REQUIRED ACTION:
An acceptable answer contains each line of the material, unchanged.

MATERIAL SHOWN:
━━━

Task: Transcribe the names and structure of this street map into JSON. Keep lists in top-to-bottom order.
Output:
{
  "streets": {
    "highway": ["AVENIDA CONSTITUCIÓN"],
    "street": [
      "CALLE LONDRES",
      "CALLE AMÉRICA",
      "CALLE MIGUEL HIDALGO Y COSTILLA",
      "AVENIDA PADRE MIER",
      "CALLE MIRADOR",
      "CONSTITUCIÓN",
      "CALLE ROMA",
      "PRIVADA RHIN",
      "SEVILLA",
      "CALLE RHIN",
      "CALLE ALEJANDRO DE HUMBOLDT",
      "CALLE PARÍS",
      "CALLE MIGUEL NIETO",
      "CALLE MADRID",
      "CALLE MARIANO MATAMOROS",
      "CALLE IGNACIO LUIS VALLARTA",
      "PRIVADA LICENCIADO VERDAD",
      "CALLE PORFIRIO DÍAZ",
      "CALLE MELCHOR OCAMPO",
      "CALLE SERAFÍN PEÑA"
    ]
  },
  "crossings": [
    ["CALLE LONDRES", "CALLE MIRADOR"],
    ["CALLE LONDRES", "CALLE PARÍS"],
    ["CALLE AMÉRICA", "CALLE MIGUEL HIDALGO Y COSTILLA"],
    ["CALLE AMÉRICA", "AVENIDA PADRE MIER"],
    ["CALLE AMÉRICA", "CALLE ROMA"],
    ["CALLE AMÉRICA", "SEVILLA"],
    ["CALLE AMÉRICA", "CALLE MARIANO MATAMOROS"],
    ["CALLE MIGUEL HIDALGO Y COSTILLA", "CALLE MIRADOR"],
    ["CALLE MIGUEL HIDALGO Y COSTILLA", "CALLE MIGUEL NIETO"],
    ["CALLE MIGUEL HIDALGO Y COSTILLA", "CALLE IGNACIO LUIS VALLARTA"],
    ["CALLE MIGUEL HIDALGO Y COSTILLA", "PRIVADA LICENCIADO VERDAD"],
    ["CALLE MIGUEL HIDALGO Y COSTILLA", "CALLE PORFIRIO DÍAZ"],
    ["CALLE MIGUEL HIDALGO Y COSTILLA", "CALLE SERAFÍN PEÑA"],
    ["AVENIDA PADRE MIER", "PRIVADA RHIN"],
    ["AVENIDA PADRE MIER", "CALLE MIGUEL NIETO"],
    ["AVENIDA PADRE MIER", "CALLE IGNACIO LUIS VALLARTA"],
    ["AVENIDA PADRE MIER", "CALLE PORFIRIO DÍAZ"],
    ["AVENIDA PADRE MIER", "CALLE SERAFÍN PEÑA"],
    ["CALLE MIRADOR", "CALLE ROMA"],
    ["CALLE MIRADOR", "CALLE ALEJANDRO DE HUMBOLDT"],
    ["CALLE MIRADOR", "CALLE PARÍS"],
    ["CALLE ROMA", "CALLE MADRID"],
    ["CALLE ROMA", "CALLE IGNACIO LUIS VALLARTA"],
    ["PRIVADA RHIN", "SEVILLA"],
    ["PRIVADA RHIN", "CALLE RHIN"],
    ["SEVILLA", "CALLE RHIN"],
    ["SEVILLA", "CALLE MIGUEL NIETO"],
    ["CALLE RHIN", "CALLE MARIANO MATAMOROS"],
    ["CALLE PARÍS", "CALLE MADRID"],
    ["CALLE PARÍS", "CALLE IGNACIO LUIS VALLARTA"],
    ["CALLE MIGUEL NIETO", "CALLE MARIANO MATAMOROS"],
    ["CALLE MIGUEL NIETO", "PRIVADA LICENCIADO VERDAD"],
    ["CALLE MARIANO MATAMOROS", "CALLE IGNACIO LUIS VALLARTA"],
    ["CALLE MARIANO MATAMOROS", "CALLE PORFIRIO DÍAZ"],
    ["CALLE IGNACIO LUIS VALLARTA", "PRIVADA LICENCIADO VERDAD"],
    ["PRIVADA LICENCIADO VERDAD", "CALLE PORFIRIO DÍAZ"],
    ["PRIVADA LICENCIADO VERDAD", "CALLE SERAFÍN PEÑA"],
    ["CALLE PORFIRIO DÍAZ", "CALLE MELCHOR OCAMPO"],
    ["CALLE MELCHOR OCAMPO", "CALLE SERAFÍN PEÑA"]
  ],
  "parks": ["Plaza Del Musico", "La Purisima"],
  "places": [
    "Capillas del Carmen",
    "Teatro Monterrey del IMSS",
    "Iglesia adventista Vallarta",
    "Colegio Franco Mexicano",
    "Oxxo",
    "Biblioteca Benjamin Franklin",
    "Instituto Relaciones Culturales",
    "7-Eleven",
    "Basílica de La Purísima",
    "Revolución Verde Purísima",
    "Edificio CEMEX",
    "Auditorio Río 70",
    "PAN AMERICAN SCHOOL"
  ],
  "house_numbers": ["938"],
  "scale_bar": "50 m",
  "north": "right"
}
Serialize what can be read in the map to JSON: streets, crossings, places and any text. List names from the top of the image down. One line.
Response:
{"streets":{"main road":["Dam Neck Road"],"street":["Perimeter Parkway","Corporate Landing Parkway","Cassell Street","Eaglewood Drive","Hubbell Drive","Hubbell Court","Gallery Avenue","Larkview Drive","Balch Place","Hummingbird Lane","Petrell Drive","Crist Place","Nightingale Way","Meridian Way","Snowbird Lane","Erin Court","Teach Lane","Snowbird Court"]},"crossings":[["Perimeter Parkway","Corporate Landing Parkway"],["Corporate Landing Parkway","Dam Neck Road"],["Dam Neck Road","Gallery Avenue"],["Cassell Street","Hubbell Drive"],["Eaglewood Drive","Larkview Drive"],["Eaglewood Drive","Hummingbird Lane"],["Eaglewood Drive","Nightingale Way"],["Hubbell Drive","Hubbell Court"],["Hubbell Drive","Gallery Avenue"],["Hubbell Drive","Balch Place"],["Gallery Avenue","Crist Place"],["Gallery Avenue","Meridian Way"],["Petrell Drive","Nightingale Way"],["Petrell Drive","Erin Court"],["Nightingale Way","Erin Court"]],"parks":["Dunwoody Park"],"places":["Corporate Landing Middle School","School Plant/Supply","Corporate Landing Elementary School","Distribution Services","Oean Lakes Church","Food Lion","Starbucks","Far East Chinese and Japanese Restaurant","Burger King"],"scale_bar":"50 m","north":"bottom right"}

━━━

ANSWER SPACE:
Task: Transcribe the names and structure of this street map into JSON. Keep lists in top-to-bottom order.
Output:
{
  "streets": {
    "highway": ["AVENIDA CONSTITUCIÓN"],
    "street": [
      "CALLE LONDRES",
      "CALLE AMÉRICA",
      "CALLE MIGUEL HIDALGO Y COSTILLA",
      "AVENIDA PADRE MIER",
      "CALLE MIRADOR",
      "CONSTITUCIÓN",
      "CALLE ROMA",
      "PRIVADA RHIN",
      "SEVILLA",
      "CALLE RHIN",
      "CALLE ALEJANDRO DE HUMBOLDT",
      "CALLE PARÍS",
      "CALLE MIGUEL NIETO",
      "CALLE MADRID",
      "CALLE MARIANO MATAMOROS",
      "CALLE IGNACIO LUIS VALLARTA",
      "PRIVADA LICENCIADO VERDAD",
      "CALLE PORFIRIO DÍAZ",
      "CALLE MELCHOR OCAMPO",
      "CALLE SERAFÍN PEÑA"
    ]
  },
  "crossings": [
    ["CALLE LONDRES", "CALLE MIRADOR"],
    ["CALLE LONDRES", "CALLE PARÍS"],
    ["CALLE AMÉRICA", "CALLE MIGUEL HIDALGO Y COSTILLA"],
    ["CALLE AMÉRICA", "AVENIDA PADRE MIER"],
    ["CALLE AMÉRICA", "CALLE ROMA"],
    ["CALLE AMÉRICA", "SEVILLA"],
    ["CALLE AMÉRICA", "CALLE MARIANO MATAMOROS"],
    ["CALLE MIGUEL HIDALGO Y COSTILLA", "CALLE MIRADOR"],
    ["CALLE MIGUEL HIDALGO Y COSTILLA", "CALLE MIGUEL NIETO"],
    ["CALLE MIGUEL HIDALGO Y COSTILLA", "CALLE IGNACIO LUIS VALLARTA"],
    ["CALLE MIGUEL HIDALGO Y COSTILLA", "PRIVADA LICENCIADO VERDAD"],
    ["CALLE MIGUEL HIDALGO Y COSTILLA", "CALLE PORFIRIO DÍAZ"],
    ["CALLE MIGUEL HIDALGO Y COSTILLA", "CALLE SERAFÍN PEÑA"],
    ["AVENIDA PADRE MIER", "PRIVADA RHIN"],
    ["AVENIDA PADRE MIER", "CALLE MIGUEL NIETO"],
    ["AVENIDA PADRE MIER", "CALLE IGNACIO LUIS VALLARTA"],
    ["AVENIDA PADRE MIER", "CALLE PORFIRIO DÍAZ"],
    ["AVENIDA PADRE MIER", "CALLE SERAFÍN PEÑA"],
    ["CALLE MIRADOR", "CALLE ROMA"],
    ["CALLE MIRADOR", "CALLE ALEJANDRO DE HUMBOLDT"],
    ["CALLE MIRADOR", "CALLE PARÍS"],
    ["CALLE ROMA", "CALLE MADRID"],
    ["CALLE ROMA", "CALLE IGNACIO LUIS VALLARTA"],
    ["PRIVADA RHIN", "SEVILLA"],
    ["PRIVADA RHIN", "CALLE RHIN"],
    ["SEVILLA", "CALLE RHIN"],
    ["SEVILLA", "CALLE MIGUEL NIETO"],
    ["CALLE RHIN", "CALLE MARIANO MATAMOROS"],
    ["CALLE PARÍS", "CALLE MADRID"],
    ["CALLE PARÍS", "CALLE IGNACIO LUIS VALLARTA"],
    ["CALLE MIGUEL NIETO", "CALLE MARIANO MATAMOROS"],
    ["CALLE MIGUEL NIETO", "PRIVADA LICENCIADO VERDAD"],
    ["CALLE MARIANO MATAMOROS", "CALLE IGNACIO LUIS VALLARTA"],
    ["CALLE MARIANO MATAMOROS", "CALLE PORFIRIO DÍAZ"],
    ["CALLE IGNACIO LUIS VALLARTA", "PRIVADA LICENCIADO VERDAD"],
    ["PRIVADA LICENCIADO VERDAD", "CALLE PORFIRIO DÍAZ"],
    ["PRIVADA LICENCIADO VERDAD", "CALLE SERAFÍN PEÑA"],
    ["CALLE PORFIRIO DÍAZ", "CALLE MELCHOR OCAMPO"],
    ["CALLE MELCHOR OCAMPO", "CALLE SERAFÍN PEÑA"]
  ],
  "parks": ["Plaza Del Musico", "La Purisima"],
  "places": [
    "Capillas del Carmen",
    "Teatro Monterrey del IMSS",
    "Iglesia adventista Vallarta",
    "Colegio Franco Mexicano",
    "Oxxo",
    "Biblioteca Benjamin Franklin",
    "Instituto Relaciones Culturales",
    "7-Eleven",
    "Basílica de La Purísima",
    "Revolución Verde Purísima",
    "Edificio CEMEX",
    "Auditorio Río 70",
    "PAN AMERICAN SCHOOL"
  ],
  "house_numbers": ["938"],
  "scale_bar": "50 m",
  "north": "right"
}
Serialize what can be read in the map to JSON: streets, crossings, places and any text. List names from the top of the image down. One line.
Response:
{"streets":{"main road":["Dam Neck Road"],"street":["Perimeter Parkway","Corporate Landing Parkway","Cassell Street","Eaglewood Drive","Hubbell Drive","Hubbell Court","Gallery Avenue","Larkview Drive","Balch Place","Hummingbird Lane","Petrell Drive","Crist Place","Nightingale Way","Meridian Way","Snowbird Lane","Erin Court","Teach Lane","Snowbird Court"]},"crossings":[["Perimeter Parkway","Corporate Landing Parkway"],["Corporate Landing Parkway","Dam Neck Road"],["Dam Neck Road","Gallery Avenue"],["Cassell Street","Hubbell Drive"],["Eaglewood Drive","Larkview Drive"],["Eaglewood Drive","Hummingbird Lane"],["Eaglewood Drive","Nightingale Way"],["Hubbell Drive","Hubbell Court"],["Hubbell Drive","Gallery Avenue"],["Hubbell Drive","Balch Place"],["Gallery Avenue","Crist Place"],["Gallery Avenue","Meridian Way"],["Petrell Drive","Nightingale Way"],["Petrell Drive","Erin Court"],["Nightingale Way","Erin Court"]],"parks":["Dunwoody Park"],"places":["Corporate Landing Middle School","School Plant/Supply","Corporate Landing Elementary School","Distribution Services","Oean Lakes Church","Food Lion","Starbucks","Far East Chinese and Japanese Restaurant","Burger King"],"scale_bar":"50 m","north":"bottom right"}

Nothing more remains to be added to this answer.